KS2: What is computational thinking?

Computational thinking is about looking at a problem in a way that a computer can help to solve it. It is increasingly being used as an umbrella term to cover logic, algorithms, decomposition, spotting and using patterns, abstraction and evaluation.

Another way of looking at it is that it is all the thinking you have to do before starting work on a computer. So, firstly, we think about the steps needed to solve a problem (that’s the computational thinking), then, we use technical skills to get the computer working on the problem.

For example, if you’re going to make an animation, you need to start by planning the story and how you’ll shoot it before you can use computer hardware and software, such as Scratch, to create it.

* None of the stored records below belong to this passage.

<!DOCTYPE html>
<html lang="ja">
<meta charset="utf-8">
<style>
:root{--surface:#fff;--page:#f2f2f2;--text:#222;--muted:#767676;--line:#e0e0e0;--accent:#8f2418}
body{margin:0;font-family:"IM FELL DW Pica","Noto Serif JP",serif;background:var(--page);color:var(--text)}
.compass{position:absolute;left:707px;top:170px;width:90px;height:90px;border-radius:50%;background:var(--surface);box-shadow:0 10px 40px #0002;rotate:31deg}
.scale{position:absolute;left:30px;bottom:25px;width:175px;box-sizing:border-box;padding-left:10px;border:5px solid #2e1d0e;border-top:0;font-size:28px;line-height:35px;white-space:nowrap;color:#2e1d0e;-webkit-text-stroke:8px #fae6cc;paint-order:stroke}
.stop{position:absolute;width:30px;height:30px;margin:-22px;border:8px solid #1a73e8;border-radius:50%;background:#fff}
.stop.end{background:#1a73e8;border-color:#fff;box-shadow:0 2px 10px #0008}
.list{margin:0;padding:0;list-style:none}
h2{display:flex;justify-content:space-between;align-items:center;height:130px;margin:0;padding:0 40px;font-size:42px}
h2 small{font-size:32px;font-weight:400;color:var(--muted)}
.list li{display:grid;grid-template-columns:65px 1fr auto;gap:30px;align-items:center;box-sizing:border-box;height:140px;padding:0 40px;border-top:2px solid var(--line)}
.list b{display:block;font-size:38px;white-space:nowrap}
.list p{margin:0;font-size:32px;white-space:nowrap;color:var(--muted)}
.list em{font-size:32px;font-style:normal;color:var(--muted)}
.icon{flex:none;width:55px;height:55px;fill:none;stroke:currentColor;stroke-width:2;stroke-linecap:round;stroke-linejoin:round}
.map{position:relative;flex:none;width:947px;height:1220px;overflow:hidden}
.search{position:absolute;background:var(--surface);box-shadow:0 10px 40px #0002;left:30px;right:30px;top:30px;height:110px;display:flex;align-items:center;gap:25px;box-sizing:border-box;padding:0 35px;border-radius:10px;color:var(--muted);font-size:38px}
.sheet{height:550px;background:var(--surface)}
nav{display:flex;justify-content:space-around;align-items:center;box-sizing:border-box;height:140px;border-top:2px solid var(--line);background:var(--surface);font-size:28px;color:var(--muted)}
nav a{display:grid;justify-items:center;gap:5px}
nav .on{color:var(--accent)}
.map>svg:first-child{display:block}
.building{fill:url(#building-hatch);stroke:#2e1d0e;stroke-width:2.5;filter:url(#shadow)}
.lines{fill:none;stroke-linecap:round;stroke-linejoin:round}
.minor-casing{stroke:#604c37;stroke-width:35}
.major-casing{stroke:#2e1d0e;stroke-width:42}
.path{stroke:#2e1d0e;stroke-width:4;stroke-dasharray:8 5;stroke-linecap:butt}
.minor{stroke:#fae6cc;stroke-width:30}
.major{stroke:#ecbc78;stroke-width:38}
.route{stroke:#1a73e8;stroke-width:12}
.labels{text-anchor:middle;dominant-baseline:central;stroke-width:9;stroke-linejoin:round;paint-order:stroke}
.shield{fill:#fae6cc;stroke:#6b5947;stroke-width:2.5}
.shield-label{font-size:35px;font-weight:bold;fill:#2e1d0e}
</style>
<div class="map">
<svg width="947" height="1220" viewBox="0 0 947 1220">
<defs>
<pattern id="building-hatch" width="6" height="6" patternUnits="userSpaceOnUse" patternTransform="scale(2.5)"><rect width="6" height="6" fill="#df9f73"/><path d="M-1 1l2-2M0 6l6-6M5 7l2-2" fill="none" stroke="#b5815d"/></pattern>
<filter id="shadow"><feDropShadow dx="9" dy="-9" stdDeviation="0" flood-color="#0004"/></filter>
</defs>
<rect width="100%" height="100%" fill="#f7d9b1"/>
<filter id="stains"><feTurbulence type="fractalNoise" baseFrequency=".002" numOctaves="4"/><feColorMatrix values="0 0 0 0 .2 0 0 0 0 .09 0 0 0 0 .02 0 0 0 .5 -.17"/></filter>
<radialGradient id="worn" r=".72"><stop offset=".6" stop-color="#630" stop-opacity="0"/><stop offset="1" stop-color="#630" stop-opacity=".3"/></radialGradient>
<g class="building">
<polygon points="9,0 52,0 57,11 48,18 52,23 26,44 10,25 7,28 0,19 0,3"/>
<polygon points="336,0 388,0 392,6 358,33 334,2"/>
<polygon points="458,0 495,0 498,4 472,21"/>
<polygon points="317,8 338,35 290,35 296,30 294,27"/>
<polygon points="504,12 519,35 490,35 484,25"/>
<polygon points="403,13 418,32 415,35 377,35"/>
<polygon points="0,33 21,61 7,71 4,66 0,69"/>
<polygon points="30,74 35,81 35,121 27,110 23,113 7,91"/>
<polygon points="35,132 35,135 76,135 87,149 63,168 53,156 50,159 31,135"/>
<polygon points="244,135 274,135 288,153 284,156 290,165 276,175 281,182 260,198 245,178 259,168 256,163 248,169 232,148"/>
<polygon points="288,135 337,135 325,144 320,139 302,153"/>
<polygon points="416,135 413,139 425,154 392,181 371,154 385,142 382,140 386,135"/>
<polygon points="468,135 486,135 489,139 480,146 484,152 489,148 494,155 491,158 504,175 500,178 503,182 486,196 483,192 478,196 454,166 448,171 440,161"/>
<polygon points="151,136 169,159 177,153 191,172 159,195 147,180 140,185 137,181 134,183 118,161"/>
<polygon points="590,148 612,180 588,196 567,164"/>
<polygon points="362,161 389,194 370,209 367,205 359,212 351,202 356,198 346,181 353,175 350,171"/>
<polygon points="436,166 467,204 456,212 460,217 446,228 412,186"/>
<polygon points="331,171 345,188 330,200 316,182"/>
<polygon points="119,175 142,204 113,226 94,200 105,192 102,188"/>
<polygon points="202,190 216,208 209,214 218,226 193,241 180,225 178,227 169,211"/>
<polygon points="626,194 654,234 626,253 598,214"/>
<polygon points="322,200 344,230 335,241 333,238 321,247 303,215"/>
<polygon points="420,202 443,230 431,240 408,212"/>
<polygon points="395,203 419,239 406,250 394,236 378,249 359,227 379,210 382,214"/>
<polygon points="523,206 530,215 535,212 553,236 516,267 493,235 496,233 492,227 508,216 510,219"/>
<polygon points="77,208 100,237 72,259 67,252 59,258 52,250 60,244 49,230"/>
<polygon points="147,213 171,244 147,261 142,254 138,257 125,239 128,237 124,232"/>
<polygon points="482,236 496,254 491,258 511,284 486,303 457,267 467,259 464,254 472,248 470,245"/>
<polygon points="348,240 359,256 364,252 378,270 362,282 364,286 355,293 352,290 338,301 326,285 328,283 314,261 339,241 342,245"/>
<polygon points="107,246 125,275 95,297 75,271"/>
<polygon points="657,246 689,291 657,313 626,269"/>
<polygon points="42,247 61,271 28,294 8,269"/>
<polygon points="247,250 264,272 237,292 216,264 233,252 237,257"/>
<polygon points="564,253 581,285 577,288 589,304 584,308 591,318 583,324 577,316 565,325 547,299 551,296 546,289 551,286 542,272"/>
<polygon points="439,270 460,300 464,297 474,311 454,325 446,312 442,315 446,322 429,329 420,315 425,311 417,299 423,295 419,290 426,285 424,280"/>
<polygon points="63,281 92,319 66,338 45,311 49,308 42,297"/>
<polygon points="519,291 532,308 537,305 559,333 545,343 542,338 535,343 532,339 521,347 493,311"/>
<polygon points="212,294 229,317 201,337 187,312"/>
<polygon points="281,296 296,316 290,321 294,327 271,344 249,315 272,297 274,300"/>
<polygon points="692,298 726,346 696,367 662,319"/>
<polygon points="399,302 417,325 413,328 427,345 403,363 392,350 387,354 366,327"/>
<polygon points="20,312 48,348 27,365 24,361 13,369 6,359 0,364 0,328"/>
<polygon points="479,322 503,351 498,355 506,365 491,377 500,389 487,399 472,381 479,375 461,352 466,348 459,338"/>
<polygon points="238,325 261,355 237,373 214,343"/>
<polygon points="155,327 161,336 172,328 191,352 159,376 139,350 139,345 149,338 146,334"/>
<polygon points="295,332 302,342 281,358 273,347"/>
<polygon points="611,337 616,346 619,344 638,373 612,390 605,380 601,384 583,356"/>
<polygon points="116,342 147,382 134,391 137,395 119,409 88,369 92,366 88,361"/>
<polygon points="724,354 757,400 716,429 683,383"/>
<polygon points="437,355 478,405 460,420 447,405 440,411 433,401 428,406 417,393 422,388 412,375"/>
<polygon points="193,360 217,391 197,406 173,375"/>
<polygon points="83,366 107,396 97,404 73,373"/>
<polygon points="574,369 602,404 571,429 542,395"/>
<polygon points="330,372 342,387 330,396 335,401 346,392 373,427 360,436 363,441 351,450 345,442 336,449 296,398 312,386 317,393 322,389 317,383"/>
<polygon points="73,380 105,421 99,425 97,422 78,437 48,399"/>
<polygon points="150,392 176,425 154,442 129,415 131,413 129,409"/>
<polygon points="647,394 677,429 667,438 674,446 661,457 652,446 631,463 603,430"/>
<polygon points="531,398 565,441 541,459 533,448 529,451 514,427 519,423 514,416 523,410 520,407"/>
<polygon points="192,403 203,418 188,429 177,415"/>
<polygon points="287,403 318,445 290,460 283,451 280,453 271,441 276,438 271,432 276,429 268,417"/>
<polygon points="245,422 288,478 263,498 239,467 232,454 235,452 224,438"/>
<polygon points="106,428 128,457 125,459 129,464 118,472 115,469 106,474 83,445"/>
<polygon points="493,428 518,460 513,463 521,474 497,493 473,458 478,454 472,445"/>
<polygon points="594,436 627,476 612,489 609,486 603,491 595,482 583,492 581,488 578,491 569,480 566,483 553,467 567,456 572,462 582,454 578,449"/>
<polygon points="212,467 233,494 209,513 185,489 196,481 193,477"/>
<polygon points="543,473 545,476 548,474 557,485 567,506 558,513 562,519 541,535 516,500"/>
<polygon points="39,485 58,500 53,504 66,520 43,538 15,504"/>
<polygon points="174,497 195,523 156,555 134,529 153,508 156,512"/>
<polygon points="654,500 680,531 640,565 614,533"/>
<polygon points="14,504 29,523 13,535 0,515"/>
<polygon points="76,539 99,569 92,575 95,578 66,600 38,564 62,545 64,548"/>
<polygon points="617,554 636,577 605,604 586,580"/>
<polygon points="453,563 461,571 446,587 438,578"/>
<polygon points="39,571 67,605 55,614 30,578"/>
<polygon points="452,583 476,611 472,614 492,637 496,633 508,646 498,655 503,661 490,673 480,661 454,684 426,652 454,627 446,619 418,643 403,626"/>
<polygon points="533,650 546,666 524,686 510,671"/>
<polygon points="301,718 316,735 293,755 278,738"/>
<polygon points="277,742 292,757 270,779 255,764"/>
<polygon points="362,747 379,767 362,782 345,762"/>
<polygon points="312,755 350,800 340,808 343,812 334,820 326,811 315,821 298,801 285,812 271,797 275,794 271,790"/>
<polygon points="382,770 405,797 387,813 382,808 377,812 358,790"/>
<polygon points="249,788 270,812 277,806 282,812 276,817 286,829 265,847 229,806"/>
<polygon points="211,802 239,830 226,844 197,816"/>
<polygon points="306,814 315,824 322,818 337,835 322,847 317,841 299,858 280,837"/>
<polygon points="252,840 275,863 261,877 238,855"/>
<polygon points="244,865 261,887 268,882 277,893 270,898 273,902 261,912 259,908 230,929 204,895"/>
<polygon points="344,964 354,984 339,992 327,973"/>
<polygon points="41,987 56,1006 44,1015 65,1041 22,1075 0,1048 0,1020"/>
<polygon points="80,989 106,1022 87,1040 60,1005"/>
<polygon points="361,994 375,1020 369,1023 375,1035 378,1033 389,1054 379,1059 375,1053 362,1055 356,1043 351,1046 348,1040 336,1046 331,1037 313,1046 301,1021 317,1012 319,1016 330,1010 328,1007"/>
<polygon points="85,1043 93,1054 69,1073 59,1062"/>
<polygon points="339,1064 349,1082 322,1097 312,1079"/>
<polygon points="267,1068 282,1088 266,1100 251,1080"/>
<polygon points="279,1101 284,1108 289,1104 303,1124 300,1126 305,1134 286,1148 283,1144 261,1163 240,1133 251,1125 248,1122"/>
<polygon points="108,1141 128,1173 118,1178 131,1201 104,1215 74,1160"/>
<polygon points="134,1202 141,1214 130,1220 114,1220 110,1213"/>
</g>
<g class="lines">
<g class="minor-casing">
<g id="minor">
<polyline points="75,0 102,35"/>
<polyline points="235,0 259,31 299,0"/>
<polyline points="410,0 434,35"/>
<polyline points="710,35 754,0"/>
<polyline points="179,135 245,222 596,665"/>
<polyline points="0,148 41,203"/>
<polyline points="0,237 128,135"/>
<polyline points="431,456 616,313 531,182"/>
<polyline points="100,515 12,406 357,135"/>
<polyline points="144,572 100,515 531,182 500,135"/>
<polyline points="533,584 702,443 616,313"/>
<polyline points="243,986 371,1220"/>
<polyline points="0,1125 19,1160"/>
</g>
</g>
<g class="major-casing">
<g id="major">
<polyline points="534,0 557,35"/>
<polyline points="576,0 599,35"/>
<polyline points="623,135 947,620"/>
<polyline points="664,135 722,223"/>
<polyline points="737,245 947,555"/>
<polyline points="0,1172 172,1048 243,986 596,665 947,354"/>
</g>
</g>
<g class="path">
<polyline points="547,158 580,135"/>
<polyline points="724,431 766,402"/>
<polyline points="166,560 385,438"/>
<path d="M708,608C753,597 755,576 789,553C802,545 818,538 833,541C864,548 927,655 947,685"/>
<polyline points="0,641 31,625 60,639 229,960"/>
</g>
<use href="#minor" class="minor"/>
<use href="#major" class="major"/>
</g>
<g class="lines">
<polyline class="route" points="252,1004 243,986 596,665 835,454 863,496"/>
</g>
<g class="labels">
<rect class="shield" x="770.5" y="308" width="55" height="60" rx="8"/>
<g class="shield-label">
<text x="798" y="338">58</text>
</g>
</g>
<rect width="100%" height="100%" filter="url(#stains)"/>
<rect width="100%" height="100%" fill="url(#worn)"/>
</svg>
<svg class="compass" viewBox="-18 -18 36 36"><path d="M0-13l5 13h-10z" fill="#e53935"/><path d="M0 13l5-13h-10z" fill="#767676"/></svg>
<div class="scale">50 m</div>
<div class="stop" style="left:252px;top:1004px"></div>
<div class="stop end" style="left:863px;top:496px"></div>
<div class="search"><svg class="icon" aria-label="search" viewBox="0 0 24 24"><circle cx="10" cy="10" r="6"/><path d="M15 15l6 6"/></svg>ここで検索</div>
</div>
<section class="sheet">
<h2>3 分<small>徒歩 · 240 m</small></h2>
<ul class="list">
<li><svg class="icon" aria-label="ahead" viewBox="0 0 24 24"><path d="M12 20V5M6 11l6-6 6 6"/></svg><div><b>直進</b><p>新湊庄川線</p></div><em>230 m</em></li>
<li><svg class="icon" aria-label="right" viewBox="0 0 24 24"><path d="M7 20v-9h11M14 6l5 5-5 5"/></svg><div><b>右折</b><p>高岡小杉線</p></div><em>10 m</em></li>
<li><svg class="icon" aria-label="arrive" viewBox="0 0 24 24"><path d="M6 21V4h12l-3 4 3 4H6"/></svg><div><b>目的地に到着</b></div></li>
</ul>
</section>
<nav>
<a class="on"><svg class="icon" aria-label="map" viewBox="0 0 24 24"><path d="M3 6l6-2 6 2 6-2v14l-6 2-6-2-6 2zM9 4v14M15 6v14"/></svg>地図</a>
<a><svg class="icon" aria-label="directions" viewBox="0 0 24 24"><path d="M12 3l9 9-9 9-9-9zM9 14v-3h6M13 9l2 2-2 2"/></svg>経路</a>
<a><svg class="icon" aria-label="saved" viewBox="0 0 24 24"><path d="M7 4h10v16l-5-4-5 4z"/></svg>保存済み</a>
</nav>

Barefoot-CT-Poster-for-website

This might be the basis of a discussion with older children if they are familiar with the terminology.  You could give the class or groups of children something to plan – initially this could be something that need not involve a computer, for example, one group could plan a school sports day, another could plan an end of term event for parents, another could plan a school trip.  Firstly, they will all need to break the task down into bits – that’s decomposition.  Then publish the plans as posters and let each group talk through their plans.

Can they talk about what order they would decide things? There may be no right or wrong answers. For example, one group (e.g planning a school trip) could start with the cost, making sure that wherever they went did not cost more than a particular amount per person.  Another group may decide that deciding on the venue was their priority (e.g planning a sports day).  Whatever their logic was, ask them to write it down as a sequence or series of steps. This is the algorithm.

Can they see any similarities? Have all the groups included e.g the place the event is taking place, how they are going to get there, who is involved, how much it will cost, what they are going to eat or drink, how will they tell people etc might be elements of a pattern.  Some of these will apply to all the plans, some might apply to only one or two (e.g “how will they get there?” might not be something they have to plan for a parents’ evening).

The next stage is to write down the information as a chart, stripping out the detail so that they produce an abstraction that might look something like this:

plan-grid

After you have completed this exercise, recap on the main stages. Explain that this is the sort of process that they will need to go through before they try and write a computer program – even highly paid software developers will do this.